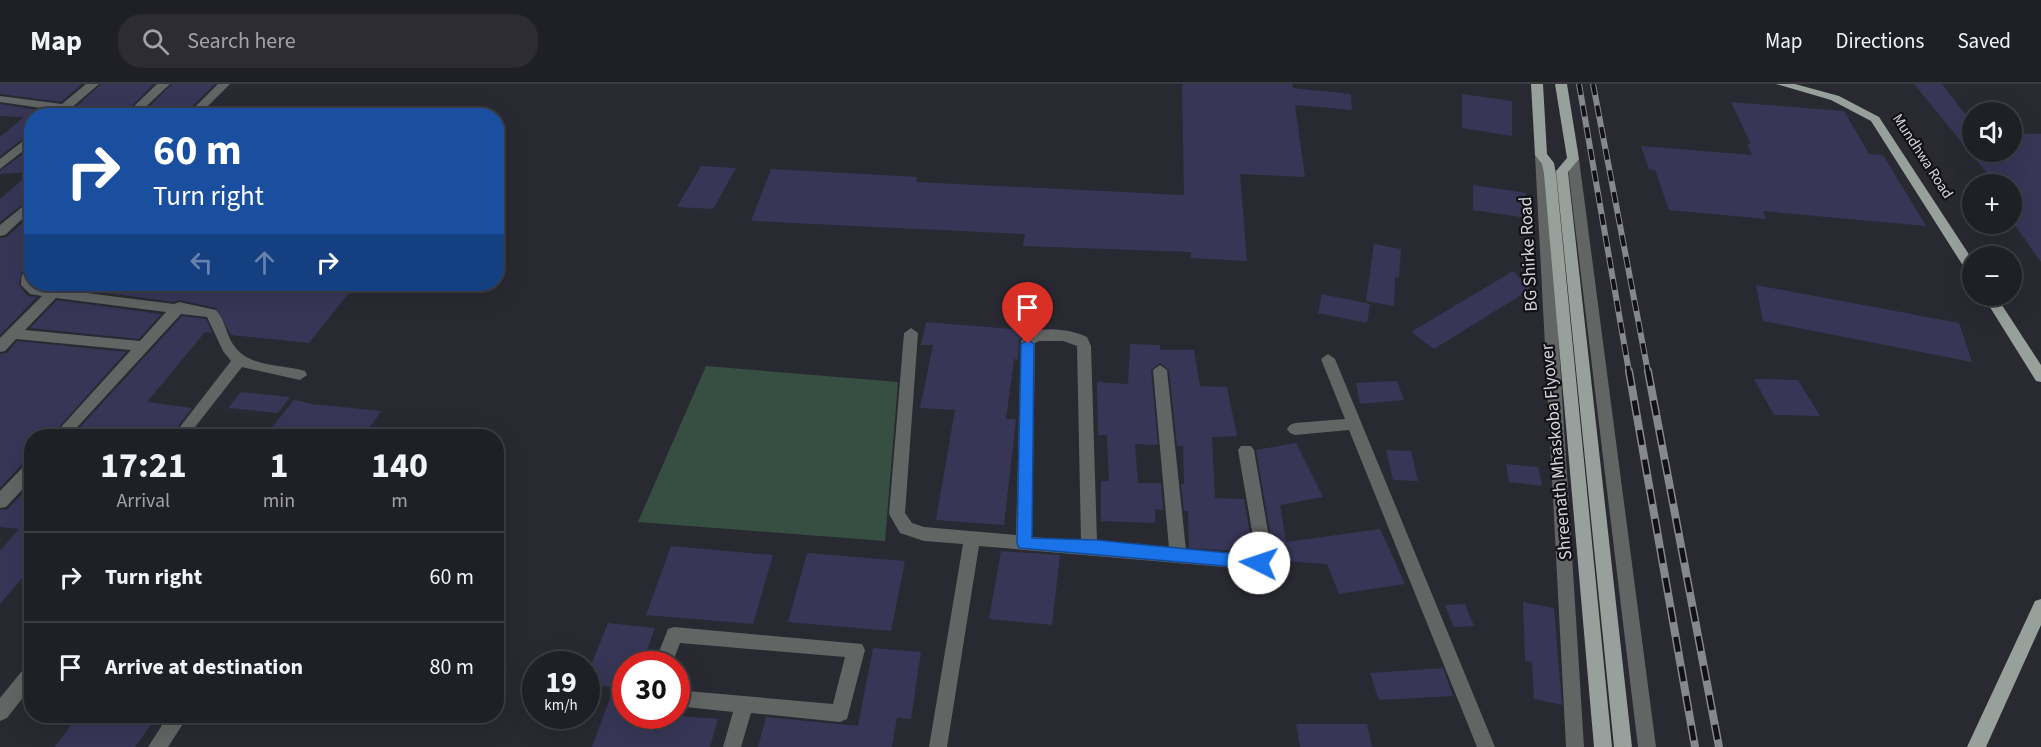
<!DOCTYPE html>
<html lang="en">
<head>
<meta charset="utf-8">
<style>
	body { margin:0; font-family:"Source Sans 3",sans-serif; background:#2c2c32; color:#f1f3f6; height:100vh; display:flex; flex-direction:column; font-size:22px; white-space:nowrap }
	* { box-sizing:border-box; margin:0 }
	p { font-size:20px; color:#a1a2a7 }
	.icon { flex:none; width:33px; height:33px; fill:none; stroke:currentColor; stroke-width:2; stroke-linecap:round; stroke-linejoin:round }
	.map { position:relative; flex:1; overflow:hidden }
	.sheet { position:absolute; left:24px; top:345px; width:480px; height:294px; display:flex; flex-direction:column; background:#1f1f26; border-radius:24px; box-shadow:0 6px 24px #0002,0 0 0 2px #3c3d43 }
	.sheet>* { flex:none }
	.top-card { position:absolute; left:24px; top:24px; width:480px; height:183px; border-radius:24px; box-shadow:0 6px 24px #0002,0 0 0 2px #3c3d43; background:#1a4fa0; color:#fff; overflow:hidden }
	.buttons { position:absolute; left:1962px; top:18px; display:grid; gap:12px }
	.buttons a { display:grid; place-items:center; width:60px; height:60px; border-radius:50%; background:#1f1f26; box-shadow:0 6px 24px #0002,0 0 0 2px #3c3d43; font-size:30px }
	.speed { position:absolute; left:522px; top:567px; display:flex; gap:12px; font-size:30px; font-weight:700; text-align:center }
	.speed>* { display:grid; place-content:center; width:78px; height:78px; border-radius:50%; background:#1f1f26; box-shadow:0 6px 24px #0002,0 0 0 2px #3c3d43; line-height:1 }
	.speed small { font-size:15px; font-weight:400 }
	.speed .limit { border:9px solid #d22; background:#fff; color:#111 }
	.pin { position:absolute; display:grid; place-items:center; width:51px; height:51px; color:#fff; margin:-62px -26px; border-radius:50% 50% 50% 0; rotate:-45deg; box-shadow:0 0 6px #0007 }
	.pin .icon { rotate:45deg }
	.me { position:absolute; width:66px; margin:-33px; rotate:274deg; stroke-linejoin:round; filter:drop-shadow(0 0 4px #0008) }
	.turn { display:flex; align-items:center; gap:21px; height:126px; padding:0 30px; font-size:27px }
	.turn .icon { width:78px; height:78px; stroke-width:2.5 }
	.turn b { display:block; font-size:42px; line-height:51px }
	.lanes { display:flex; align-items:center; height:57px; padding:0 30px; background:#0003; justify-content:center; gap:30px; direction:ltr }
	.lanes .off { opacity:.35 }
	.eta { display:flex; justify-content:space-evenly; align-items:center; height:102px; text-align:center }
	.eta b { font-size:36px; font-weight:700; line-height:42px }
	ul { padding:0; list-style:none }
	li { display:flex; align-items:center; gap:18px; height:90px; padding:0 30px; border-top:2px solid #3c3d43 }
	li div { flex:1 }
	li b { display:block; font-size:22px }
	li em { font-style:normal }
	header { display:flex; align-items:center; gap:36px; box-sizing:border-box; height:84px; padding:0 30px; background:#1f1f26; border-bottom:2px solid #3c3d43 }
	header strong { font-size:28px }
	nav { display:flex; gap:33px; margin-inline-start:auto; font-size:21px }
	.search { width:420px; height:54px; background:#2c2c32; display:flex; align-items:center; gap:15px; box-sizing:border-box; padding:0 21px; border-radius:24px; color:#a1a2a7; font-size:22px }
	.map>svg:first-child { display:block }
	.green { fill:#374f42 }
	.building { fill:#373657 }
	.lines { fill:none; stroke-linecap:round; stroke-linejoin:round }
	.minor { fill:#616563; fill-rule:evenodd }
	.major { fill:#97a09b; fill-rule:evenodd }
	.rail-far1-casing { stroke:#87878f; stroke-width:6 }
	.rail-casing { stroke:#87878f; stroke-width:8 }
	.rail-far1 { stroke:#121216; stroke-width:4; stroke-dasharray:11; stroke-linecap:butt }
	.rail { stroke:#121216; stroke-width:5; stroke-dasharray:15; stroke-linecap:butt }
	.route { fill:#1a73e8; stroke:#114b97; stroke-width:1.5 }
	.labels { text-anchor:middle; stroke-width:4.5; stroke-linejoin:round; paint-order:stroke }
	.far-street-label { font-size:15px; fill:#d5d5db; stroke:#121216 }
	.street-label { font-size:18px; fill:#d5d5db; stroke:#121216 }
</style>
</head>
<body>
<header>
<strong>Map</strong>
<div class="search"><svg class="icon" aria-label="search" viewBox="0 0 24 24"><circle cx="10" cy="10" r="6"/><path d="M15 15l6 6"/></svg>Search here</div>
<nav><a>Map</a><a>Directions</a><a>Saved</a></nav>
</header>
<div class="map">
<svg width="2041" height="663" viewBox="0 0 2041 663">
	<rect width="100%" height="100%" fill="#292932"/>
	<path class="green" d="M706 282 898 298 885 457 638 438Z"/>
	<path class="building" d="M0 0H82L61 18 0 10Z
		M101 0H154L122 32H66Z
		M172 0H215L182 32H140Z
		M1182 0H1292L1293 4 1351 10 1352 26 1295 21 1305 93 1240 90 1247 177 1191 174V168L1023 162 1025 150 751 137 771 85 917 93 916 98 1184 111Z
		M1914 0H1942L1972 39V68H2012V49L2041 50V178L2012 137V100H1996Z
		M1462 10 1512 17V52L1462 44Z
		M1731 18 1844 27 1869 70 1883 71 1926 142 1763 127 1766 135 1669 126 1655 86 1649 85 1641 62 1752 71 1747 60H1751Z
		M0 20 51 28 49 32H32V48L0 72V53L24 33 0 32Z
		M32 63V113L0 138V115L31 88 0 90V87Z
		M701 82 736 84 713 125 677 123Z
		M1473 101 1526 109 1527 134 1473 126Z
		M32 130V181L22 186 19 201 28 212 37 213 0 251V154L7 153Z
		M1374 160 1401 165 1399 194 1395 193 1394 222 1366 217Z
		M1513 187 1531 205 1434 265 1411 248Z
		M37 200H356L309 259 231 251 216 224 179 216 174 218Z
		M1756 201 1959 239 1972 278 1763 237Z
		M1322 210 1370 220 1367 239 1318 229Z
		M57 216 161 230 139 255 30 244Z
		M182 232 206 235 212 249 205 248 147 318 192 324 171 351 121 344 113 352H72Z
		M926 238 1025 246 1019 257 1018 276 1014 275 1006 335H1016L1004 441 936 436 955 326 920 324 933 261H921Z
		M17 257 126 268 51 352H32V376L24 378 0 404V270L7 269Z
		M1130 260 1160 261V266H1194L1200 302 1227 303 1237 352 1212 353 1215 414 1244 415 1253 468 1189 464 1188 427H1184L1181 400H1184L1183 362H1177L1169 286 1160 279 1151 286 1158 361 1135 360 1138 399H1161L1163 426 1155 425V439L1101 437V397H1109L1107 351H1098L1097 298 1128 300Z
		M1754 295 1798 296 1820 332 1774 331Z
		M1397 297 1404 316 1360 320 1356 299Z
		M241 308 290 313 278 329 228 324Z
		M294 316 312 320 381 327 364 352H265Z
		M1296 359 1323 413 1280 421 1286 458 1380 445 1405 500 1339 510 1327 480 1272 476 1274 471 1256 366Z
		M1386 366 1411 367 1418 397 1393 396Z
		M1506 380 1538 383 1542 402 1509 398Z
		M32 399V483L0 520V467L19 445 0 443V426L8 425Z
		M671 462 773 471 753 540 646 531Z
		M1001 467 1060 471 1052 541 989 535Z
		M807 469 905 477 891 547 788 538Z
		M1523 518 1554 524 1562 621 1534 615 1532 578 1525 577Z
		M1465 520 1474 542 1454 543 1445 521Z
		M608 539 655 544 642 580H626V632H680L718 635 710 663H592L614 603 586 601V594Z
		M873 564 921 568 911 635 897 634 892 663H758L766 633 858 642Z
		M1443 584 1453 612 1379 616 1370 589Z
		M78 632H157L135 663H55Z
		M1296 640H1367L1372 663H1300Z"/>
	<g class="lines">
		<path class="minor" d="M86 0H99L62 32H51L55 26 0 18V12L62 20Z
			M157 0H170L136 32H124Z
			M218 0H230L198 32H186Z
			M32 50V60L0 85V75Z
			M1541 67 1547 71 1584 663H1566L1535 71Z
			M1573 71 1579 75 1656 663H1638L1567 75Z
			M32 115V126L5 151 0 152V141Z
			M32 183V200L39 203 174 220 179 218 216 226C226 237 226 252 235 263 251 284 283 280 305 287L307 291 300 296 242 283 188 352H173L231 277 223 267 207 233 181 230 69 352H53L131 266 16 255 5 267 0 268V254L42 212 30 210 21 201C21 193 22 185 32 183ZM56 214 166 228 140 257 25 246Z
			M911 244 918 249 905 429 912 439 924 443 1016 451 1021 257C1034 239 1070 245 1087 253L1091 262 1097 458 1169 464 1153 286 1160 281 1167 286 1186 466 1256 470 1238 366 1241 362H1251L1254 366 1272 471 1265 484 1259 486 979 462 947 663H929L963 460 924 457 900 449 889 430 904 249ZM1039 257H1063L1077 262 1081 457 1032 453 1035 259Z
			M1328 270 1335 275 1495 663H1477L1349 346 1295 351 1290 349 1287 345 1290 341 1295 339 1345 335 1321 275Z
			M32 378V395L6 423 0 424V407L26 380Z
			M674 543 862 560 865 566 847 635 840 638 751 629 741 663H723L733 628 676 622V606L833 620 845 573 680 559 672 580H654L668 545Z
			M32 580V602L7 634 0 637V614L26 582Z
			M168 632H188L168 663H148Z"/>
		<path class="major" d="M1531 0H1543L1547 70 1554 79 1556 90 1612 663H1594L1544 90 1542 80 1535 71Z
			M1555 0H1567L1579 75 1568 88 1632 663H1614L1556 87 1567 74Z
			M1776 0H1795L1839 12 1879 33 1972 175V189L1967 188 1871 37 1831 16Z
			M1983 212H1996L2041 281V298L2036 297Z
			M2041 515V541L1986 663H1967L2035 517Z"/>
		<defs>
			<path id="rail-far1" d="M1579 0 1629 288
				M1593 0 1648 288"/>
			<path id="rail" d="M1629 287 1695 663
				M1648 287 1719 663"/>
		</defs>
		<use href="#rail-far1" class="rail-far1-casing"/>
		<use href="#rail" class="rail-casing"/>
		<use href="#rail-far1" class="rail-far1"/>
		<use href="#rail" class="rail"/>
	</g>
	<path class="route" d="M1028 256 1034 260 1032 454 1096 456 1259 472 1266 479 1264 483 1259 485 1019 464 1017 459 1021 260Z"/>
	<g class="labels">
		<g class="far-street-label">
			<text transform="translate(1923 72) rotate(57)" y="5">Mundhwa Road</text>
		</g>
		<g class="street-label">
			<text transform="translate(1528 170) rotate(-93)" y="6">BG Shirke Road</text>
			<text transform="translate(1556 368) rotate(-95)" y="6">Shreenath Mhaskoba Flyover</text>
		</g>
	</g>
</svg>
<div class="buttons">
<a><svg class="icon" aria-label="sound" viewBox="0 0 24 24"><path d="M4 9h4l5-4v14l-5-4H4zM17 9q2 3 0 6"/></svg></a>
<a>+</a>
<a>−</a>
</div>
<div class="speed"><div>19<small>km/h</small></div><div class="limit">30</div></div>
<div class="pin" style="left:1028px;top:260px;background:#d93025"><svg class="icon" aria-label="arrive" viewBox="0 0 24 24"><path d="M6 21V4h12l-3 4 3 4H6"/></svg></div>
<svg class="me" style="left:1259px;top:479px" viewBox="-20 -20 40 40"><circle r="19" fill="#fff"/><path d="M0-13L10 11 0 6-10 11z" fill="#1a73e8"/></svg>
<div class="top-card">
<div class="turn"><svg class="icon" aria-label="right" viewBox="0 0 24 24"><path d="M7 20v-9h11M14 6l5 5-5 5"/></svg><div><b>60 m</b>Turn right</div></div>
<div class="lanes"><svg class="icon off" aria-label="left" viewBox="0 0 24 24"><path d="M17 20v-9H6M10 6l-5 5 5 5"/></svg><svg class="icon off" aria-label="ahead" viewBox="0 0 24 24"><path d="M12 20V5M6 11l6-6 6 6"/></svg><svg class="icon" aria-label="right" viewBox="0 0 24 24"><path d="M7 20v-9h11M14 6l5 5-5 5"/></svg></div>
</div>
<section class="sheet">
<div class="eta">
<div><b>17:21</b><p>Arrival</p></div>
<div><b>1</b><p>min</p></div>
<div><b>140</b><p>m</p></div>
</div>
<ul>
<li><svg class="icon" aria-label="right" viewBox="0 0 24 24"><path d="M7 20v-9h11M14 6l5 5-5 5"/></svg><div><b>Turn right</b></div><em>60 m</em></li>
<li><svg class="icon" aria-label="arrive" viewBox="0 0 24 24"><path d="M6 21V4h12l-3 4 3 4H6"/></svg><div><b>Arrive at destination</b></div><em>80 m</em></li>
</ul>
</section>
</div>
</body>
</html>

____

- ACTIVITY: Output exactly one stretch of the listing: from the line containing "position:absolute; left:24px; top:24px;" through the line containing "position:absolute; left:1962px; top:18px;", both end lines included.

- REPLY TO THE EXERCISE:
	.top-card { position:absolute; left:24px; top:24px; width:480px; height:183px; border-radius:24px; box-shadow:0 6px 24px #0002,0 0 0 2px #3c3d43; background:#1a4fa0; color:#fff; overflow:hidden }
	.buttons { position:absolute; left:1962px; top:18px; display:grid; gap:12px }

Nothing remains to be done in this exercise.